#### [WORK INSTRUCTION]
When you copy the entries, keep every word exactly as it is and drop the images.

(Beginning of DATA SECTION)

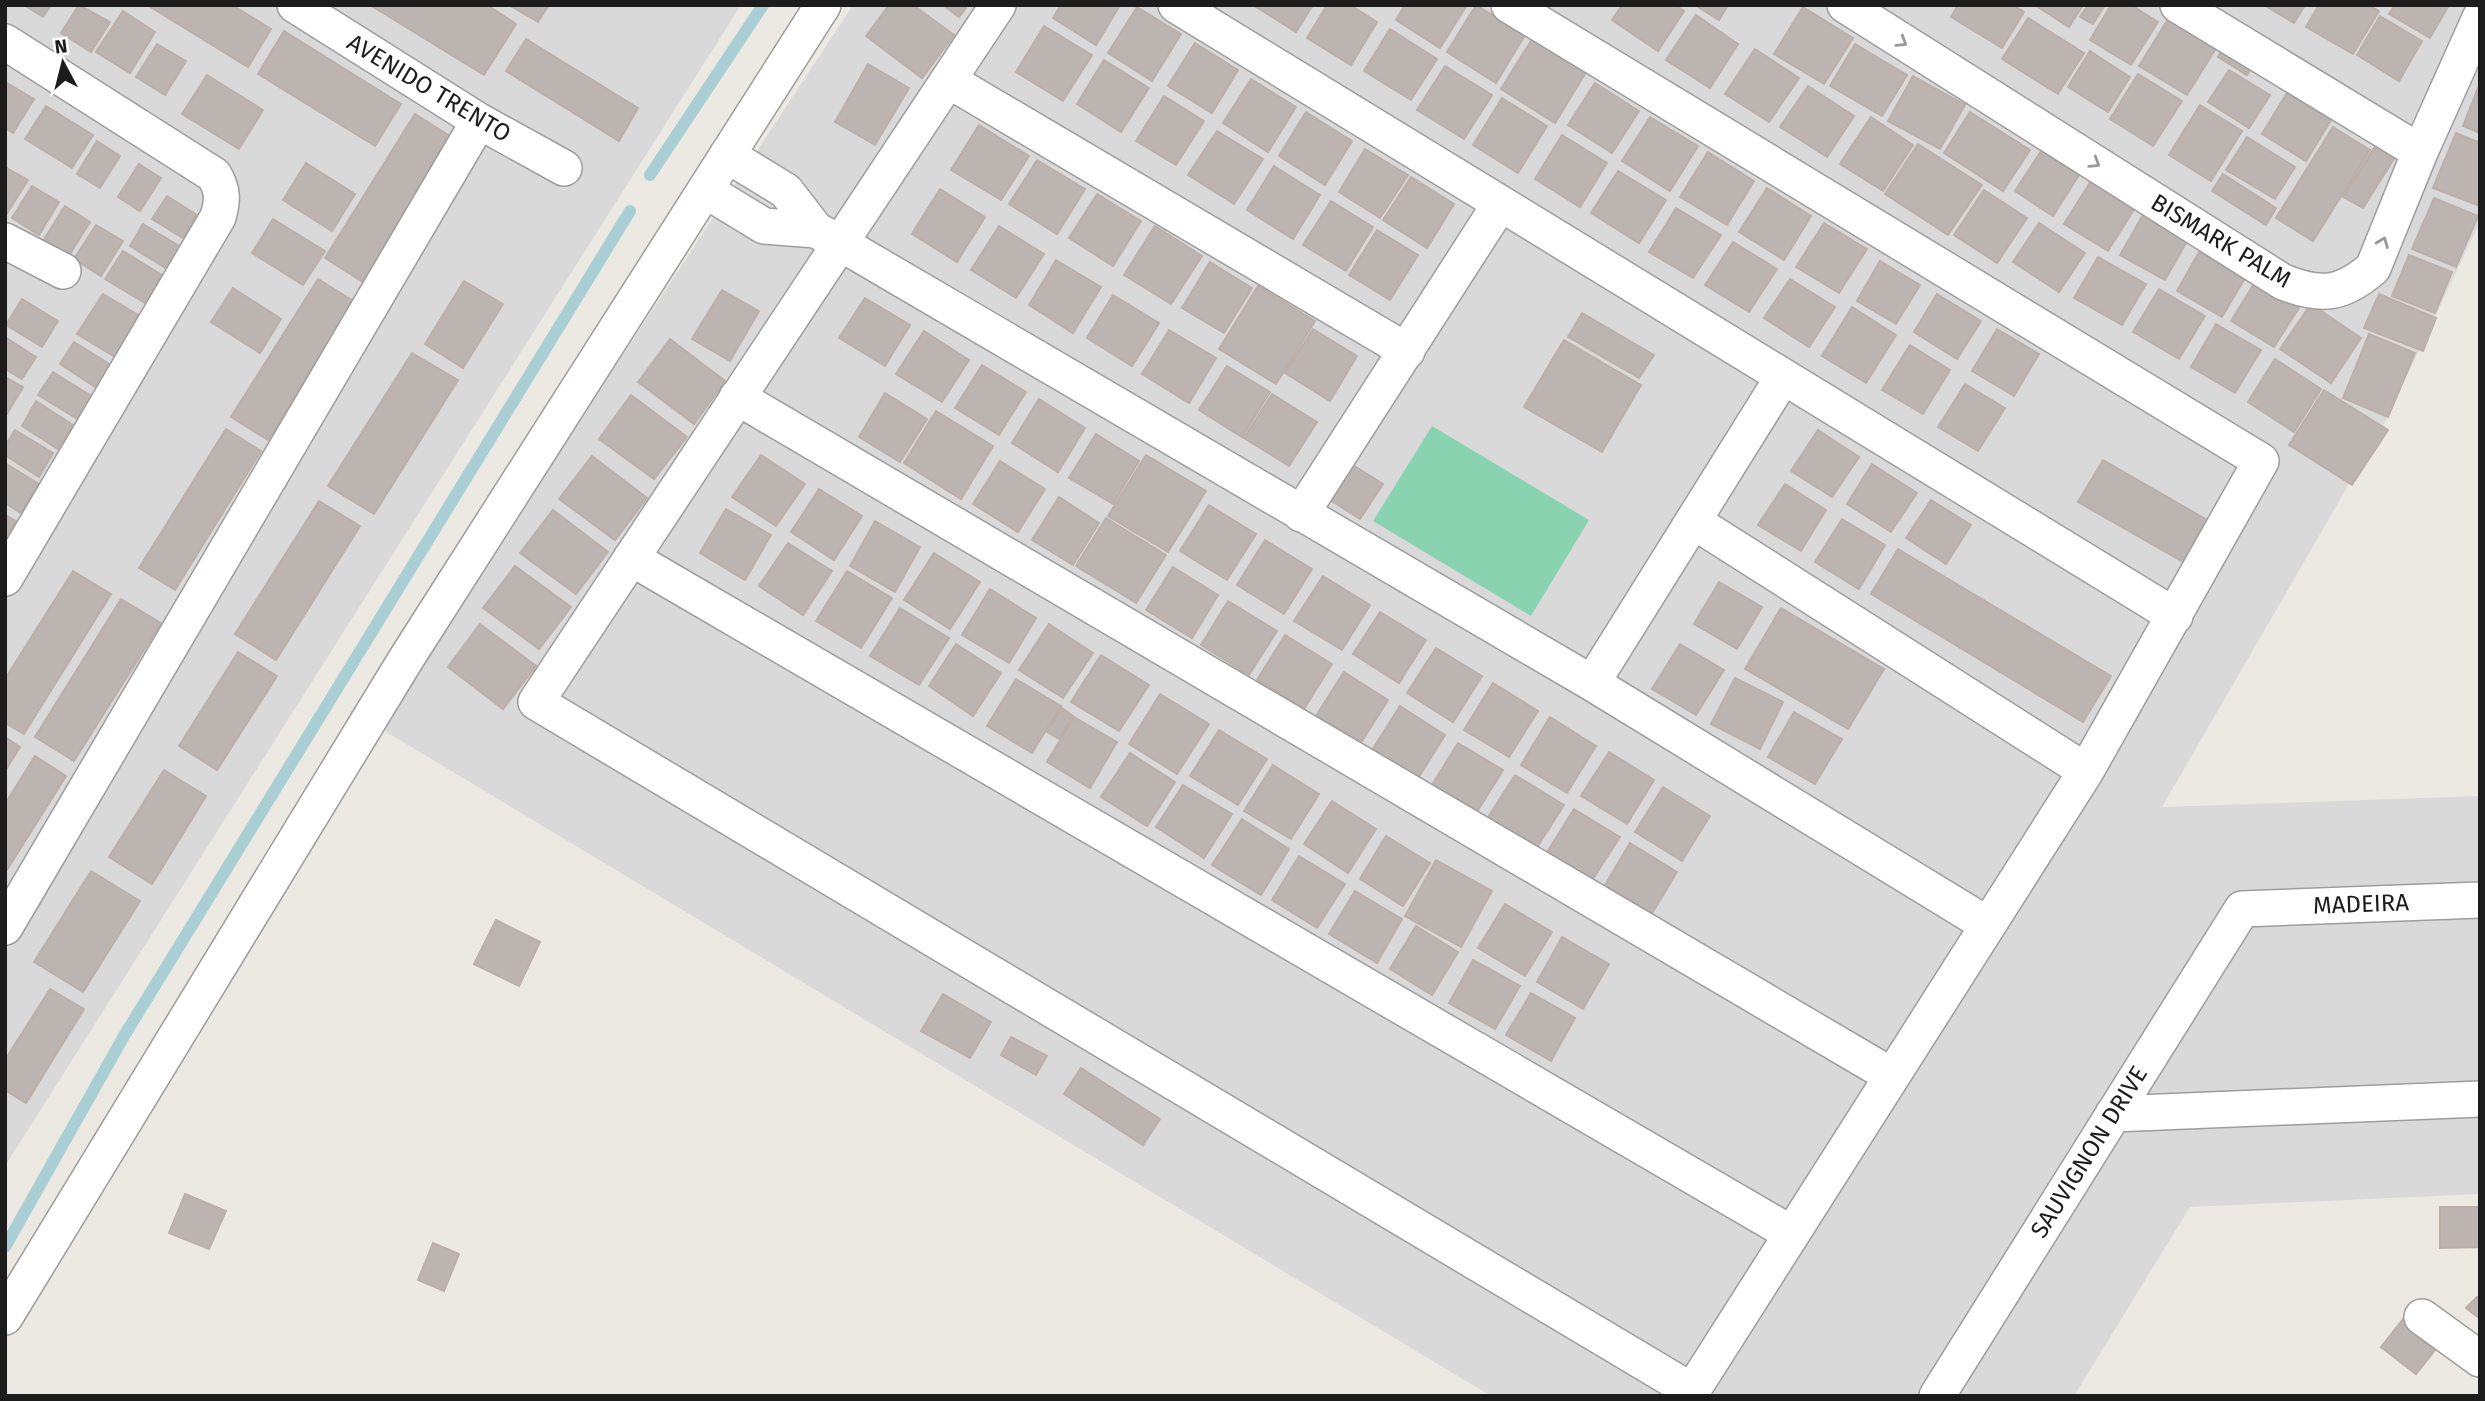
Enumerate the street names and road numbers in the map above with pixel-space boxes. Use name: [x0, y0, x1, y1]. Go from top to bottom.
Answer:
street label: AVENIDO TRENTO: [342, 28, 516, 148]
street label: BISMARK PALM: [2146, 188, 2296, 294]
street label: MADEIRA: [2313, 888, 2410, 920]
street label: SAUVIGNON DRIVE: [2025, 1061, 2153, 1243]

(End of DATA SECTION)

#### [EXERCISE SOLUTION]
Enumerate the street names and road numbers in the map above with pixel-space boxes. Use name: [x0, y0, x1, y1]. Go from top to bottom.
Answer:
street label: AVENIDO TRENTO: [342, 28, 516, 148]
street label: BISMARK PALM: [2146, 188, 2296, 294]
street label: MADEIRA: [2313, 888, 2410, 920]
street label: SAUVIGNON DRIVE: [2025, 1061, 2153, 1243]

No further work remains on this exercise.